(Stored items)
----

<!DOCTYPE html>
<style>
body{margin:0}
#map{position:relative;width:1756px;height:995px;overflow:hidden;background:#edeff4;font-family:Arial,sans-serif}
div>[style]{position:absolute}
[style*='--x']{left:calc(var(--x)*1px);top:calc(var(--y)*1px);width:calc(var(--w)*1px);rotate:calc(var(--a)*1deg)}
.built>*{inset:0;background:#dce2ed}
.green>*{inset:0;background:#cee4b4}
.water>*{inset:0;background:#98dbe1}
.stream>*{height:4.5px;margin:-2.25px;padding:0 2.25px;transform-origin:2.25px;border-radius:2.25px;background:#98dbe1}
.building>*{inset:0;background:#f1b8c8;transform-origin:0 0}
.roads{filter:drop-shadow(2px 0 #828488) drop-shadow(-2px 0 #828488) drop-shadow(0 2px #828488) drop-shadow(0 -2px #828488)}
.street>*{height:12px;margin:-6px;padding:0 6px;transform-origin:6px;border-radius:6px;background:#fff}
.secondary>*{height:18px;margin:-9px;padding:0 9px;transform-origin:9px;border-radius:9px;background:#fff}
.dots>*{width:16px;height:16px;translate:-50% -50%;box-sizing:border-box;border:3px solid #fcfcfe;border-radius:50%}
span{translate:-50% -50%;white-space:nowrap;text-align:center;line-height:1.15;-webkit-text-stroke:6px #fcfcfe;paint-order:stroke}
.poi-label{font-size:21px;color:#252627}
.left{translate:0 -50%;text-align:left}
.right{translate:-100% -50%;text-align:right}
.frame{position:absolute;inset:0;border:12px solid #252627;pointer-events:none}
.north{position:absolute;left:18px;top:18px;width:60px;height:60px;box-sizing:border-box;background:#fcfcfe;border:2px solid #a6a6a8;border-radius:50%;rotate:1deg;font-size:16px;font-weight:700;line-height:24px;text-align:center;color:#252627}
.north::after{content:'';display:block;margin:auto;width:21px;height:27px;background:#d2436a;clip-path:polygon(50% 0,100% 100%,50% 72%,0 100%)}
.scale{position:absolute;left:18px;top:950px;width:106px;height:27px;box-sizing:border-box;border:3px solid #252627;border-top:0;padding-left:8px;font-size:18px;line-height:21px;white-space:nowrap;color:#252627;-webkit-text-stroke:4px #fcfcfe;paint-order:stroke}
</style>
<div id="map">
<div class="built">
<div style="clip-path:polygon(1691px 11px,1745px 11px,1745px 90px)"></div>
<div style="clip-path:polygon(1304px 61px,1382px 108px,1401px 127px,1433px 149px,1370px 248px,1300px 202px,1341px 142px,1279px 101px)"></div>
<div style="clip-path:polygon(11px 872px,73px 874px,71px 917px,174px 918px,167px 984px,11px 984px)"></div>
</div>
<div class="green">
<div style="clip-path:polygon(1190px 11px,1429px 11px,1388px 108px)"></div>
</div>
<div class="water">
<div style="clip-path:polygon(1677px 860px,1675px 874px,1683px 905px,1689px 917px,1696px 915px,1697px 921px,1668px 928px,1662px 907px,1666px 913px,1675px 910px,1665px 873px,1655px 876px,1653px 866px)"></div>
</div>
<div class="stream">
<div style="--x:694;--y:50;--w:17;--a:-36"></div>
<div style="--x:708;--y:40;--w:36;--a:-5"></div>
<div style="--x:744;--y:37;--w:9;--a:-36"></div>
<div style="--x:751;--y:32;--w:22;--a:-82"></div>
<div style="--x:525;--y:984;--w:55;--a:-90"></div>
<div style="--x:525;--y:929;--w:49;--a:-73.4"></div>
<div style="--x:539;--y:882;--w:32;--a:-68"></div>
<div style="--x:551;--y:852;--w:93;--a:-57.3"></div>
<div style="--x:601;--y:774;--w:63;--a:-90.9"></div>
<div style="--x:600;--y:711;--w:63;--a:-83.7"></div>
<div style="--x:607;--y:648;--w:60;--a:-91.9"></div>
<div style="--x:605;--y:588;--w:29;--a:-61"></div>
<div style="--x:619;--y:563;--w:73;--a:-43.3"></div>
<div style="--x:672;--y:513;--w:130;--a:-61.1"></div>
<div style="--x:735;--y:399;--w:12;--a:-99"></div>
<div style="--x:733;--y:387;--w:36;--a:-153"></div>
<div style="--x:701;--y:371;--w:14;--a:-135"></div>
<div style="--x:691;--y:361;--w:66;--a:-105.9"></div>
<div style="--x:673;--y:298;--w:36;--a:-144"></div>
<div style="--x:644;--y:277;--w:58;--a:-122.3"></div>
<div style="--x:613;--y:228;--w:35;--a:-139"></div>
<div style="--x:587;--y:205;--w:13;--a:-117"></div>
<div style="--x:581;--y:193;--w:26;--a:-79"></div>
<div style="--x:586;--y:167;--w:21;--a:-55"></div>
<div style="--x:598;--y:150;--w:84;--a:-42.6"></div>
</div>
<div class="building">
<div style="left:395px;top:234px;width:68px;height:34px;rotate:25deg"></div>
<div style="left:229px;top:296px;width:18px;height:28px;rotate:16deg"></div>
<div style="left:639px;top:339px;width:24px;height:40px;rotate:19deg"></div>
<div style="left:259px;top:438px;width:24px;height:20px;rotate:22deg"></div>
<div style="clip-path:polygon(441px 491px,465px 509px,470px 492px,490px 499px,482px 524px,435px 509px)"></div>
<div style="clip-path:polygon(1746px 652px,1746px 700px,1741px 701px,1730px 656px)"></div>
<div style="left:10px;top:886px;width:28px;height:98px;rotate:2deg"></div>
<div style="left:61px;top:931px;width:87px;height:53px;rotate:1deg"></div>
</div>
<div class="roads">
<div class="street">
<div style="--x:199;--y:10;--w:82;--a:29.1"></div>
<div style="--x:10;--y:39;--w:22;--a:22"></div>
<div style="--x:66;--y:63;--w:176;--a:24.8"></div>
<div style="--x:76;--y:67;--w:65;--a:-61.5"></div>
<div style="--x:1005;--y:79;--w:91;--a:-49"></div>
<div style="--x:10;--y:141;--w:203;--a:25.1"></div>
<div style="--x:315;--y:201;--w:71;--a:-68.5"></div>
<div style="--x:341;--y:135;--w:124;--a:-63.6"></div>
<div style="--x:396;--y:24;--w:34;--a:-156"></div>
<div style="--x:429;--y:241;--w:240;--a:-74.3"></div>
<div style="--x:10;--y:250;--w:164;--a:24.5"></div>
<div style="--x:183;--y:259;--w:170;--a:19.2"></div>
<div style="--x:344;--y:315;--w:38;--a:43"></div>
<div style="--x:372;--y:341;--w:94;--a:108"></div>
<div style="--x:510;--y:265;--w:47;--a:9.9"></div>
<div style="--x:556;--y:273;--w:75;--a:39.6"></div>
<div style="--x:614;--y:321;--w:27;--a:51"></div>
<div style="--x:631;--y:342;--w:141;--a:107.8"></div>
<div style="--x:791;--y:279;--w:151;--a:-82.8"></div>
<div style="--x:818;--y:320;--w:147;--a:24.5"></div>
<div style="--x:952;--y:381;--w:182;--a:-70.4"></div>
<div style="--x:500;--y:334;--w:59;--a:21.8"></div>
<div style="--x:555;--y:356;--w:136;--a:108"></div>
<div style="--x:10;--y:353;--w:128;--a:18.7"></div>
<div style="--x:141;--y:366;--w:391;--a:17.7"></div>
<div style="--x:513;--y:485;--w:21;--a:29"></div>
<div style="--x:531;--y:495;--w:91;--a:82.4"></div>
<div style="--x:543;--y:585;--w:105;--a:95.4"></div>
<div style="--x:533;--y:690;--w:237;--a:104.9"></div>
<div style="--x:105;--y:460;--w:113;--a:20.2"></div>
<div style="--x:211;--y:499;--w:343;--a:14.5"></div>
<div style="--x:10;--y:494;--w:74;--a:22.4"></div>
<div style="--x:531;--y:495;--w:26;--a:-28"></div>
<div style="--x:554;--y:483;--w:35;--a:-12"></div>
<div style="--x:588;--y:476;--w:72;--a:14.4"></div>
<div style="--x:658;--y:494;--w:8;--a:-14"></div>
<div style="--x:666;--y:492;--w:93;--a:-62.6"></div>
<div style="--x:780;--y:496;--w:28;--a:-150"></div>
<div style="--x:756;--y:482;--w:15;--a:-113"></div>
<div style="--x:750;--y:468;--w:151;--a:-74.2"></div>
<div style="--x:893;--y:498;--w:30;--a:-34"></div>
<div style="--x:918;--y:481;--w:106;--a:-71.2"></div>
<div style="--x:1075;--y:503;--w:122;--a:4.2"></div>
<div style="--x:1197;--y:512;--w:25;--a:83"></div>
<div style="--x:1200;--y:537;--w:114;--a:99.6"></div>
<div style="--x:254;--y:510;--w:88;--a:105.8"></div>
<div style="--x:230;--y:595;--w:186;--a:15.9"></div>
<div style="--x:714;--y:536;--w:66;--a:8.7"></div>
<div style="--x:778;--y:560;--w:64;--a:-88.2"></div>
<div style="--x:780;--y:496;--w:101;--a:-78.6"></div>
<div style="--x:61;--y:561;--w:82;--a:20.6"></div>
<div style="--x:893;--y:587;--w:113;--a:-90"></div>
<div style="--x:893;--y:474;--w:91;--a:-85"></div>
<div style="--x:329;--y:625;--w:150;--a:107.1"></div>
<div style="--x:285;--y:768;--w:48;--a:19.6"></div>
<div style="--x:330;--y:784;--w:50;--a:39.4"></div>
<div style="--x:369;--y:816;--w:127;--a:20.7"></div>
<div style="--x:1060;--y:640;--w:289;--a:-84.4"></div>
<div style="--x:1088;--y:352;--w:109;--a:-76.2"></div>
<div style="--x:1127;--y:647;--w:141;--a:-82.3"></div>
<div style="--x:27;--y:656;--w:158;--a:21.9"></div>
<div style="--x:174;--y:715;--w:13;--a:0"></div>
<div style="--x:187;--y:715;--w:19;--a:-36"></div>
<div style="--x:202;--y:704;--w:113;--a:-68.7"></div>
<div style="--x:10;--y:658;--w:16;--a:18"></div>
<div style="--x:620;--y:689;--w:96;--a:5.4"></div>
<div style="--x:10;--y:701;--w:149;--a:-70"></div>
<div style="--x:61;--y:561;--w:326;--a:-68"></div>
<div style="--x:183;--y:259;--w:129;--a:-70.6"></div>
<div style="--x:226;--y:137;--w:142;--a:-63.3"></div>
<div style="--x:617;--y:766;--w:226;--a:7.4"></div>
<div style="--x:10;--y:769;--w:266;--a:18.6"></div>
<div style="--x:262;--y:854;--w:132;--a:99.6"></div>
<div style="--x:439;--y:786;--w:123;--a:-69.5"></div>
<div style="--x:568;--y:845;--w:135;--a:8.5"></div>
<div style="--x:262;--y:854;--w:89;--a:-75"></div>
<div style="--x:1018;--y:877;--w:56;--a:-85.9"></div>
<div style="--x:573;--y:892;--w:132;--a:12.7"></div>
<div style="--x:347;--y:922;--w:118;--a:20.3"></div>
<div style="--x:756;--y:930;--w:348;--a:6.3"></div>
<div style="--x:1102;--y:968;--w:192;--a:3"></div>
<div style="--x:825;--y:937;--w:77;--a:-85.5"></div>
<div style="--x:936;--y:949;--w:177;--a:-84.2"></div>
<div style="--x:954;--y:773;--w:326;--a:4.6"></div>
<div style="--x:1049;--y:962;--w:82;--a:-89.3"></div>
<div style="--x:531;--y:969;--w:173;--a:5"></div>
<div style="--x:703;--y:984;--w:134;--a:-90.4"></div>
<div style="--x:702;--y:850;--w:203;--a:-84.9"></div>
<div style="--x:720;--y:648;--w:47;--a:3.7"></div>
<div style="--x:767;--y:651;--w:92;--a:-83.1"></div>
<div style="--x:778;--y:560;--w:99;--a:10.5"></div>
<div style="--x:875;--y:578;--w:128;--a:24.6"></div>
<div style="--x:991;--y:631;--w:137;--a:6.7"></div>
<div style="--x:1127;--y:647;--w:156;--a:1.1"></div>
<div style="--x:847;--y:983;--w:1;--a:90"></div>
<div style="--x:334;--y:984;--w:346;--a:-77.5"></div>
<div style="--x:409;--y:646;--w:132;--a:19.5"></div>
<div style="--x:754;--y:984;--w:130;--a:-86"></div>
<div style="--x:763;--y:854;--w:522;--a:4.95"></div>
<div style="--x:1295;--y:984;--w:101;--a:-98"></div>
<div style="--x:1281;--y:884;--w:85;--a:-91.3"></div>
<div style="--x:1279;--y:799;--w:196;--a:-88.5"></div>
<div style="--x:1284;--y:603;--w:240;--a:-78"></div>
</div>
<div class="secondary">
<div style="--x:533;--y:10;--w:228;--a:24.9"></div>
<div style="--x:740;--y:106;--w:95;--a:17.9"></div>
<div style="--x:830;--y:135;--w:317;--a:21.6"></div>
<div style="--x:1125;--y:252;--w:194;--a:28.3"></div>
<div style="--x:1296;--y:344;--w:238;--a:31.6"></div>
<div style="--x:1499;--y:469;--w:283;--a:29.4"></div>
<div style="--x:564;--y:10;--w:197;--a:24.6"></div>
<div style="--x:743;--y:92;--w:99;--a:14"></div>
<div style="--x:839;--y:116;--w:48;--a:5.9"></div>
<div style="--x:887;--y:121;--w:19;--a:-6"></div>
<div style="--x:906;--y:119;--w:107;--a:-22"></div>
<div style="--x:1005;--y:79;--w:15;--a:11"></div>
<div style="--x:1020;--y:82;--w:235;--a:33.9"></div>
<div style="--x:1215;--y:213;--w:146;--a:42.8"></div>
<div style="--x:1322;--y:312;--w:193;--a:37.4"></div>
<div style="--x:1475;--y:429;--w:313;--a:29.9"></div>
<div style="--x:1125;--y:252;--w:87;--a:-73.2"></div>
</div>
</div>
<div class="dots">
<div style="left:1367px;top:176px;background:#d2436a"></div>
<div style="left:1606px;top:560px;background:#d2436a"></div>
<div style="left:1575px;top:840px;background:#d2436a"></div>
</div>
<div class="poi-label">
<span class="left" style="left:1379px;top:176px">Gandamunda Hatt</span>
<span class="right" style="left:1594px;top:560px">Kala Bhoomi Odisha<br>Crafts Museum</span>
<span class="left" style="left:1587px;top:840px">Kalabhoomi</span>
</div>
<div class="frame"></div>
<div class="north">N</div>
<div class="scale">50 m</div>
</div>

----

:: Task goal ::
If a line in the records above includes the string "stream", copy it.

:: Exercise output ::
.stream>*{height:4.5px;margin:-2.25px;padding:0 2.25px;transform-origin:2.25px;border-radius:2.25px;background:#98dbe1}
<div class="stream">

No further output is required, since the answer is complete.